═════ AVAILABLE DATA ═════
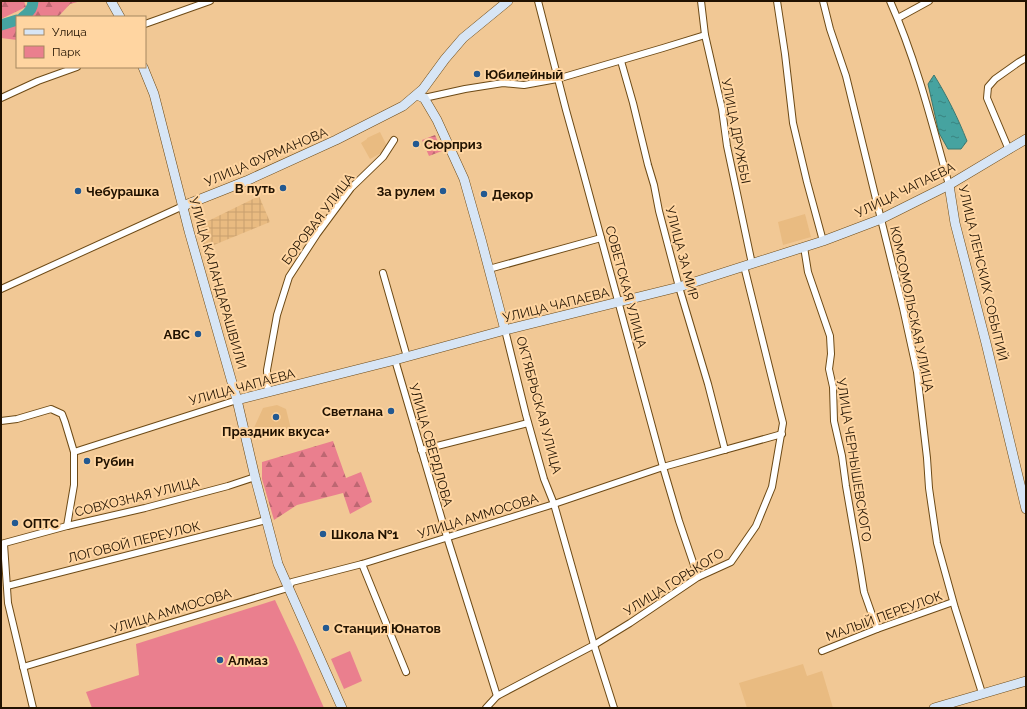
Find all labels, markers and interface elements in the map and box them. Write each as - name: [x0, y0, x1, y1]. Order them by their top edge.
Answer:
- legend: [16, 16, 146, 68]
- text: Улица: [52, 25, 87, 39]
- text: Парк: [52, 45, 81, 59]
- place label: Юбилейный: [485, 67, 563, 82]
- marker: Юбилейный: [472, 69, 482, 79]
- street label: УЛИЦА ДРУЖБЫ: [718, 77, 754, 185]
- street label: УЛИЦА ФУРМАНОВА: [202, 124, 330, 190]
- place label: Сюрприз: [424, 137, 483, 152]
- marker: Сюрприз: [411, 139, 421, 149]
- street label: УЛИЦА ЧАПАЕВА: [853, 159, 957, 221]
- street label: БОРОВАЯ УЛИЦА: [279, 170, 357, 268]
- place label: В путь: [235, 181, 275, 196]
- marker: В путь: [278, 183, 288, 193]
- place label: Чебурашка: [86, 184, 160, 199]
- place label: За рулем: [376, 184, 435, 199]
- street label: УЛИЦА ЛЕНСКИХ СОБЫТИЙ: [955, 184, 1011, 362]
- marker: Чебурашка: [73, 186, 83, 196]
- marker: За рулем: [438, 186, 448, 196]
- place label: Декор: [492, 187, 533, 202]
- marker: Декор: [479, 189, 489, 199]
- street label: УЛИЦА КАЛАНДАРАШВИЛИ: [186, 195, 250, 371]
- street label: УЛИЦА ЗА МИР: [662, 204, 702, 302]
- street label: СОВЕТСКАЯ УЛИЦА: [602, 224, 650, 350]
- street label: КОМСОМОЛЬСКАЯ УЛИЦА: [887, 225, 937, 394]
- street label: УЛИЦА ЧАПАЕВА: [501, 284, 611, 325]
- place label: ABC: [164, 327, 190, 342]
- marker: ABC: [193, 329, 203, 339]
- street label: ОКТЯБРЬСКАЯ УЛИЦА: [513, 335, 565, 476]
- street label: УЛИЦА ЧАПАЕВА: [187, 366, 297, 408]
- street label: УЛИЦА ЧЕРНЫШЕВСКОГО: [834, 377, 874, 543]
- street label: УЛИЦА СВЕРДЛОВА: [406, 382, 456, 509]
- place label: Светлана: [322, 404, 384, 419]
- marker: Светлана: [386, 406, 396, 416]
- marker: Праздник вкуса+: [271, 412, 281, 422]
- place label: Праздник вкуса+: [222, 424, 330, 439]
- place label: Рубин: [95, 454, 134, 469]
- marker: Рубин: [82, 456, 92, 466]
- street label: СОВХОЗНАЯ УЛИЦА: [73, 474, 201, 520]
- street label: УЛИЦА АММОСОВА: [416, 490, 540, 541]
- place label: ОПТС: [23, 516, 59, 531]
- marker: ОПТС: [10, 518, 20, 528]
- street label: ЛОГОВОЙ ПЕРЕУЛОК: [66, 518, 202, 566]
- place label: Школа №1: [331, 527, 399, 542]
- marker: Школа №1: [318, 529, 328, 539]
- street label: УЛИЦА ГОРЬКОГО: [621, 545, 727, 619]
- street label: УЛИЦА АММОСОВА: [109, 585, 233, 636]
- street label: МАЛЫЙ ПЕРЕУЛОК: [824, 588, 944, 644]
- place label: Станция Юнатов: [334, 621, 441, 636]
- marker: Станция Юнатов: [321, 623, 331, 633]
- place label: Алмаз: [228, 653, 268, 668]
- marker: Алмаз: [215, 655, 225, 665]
═════
▸ **ACTIVITY**
I need every line from the material that contains the word "Светлана".

▸ **OUTPUT OF THE EXERCISE**
- place label: Светлана: [322, 404, 384, 419]
- marker: Светлана: [386, 406, 396, 416]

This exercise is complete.